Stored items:
===============

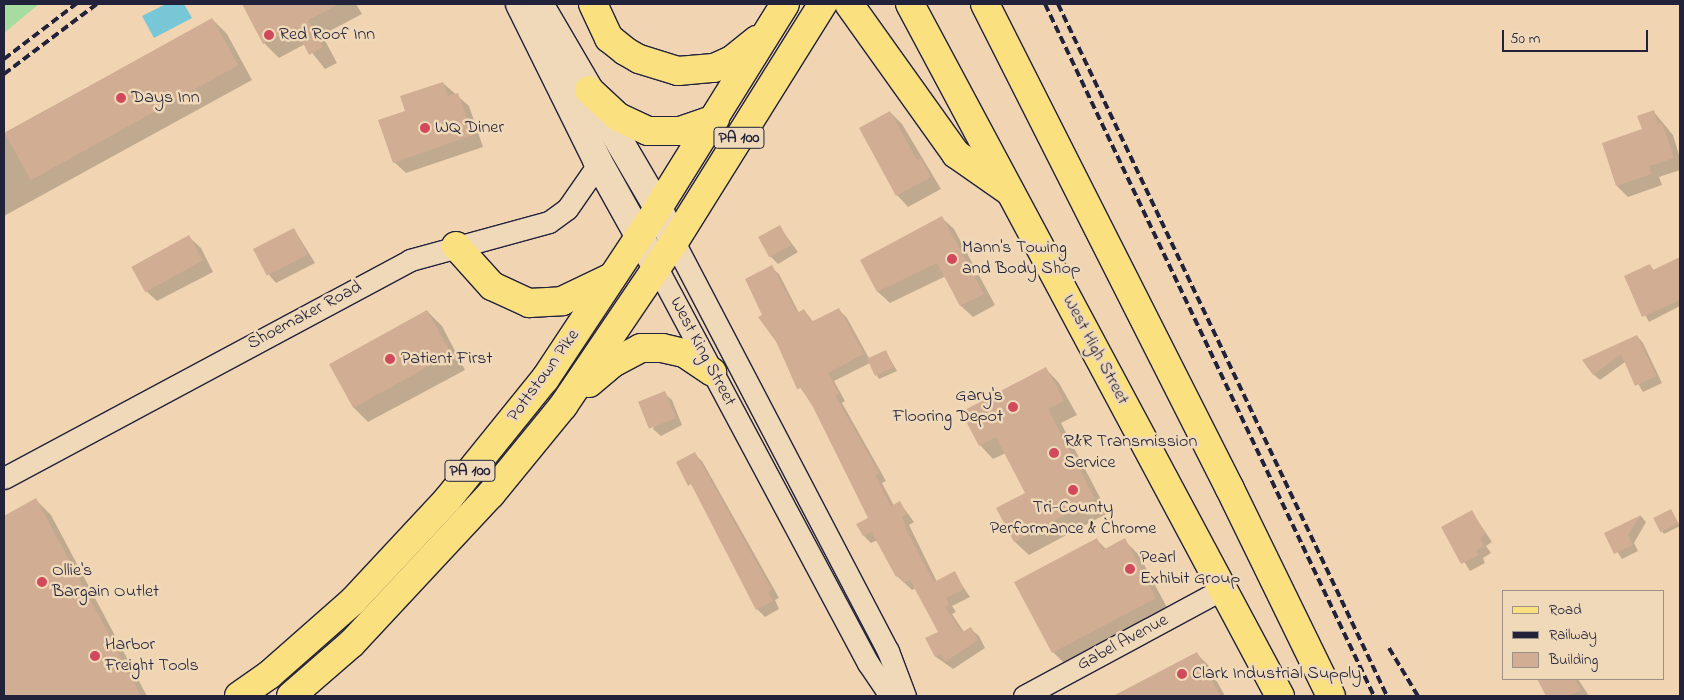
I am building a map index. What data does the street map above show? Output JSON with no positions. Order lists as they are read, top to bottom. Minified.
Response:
{"streets":{"main road":["PA 100","West High Street","West King Street","Pottstown Pike"],"street":["Shoemaker Road","Gabel Avenue"]},"crossings":[["Shoemaker Road","West King Street"],["West High Street","Gabel Avenue"],["West King Street","Pottstown Pike"]],"places":["Red Roof Inn","Days Inn","WQ Diner","Mann's Towing and Body Shop","Patient First","Gary's Flooring Depot","R&R Transmission Service","Tri-County Performance & Chrome","Pearl Exhibit Group","Ollie's Bargain Outlet","Harbor Freight Tools","Clark Industrial Supply"],"legend":["Road","Railway","Building"],"scale_bar":"50 m"}
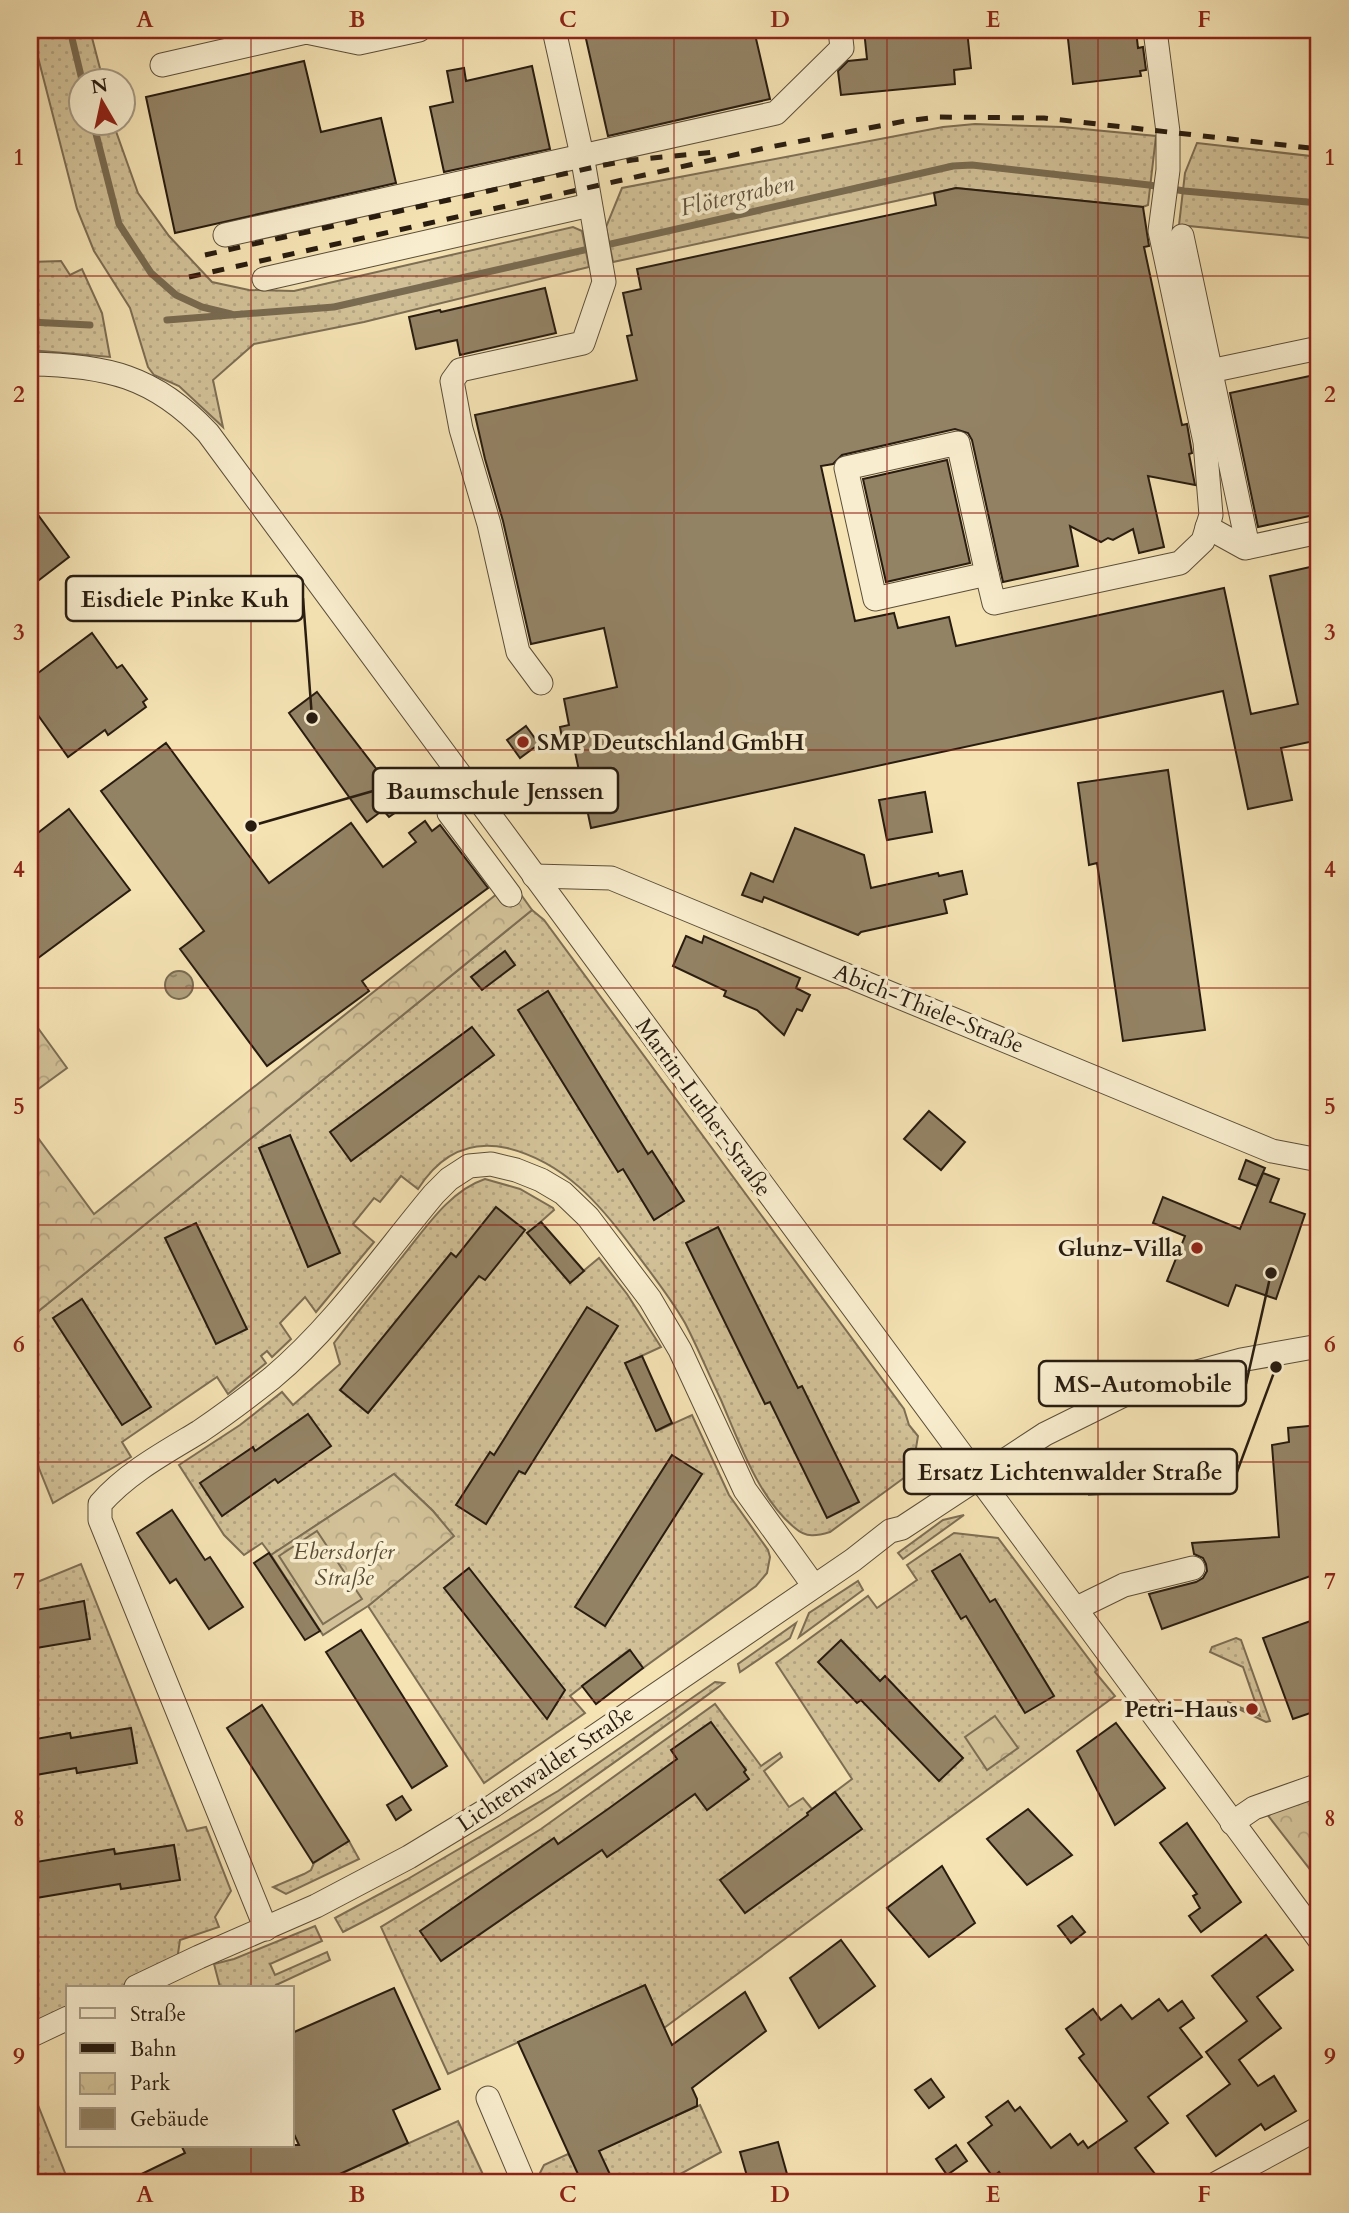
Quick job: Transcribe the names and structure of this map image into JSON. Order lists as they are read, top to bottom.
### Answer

===============

- _Exercise objective_:
Output every record above verbatim, excluding images.

- _Solved problem_:
I am building a map index. What data does the street map above show? Output JSON with no positions. Order lists as they are read, top to bottom. Minified.
Response:
{"streets":{"main road":["PA 100","West High Street","West King Street","Pottstown Pike"],"street":["Shoemaker Road","Gabel Avenue"]},"crossings":[["Shoemaker Road","West King Street"],["West High Street","Gabel Avenue"],["West King Street","Pottstown Pike"]],"places":["Red Roof Inn","Days Inn","WQ Diner","Mann's Towing and Body Shop","Patient First","Gary's Flooring Depot","R&R Transmission Service","Tri-County Performance & Chrome","Pearl Exhibit Group","Ollie's Bargain Outlet","Harbor Freight Tools","Clark Industrial Supply"],"legend":["Road","Railway","Building"],"scale_bar":"50 m"}
Quick job: Transcribe the names and structure of this map image into JSON. Order lists as they are read, top to bottom.
### Answer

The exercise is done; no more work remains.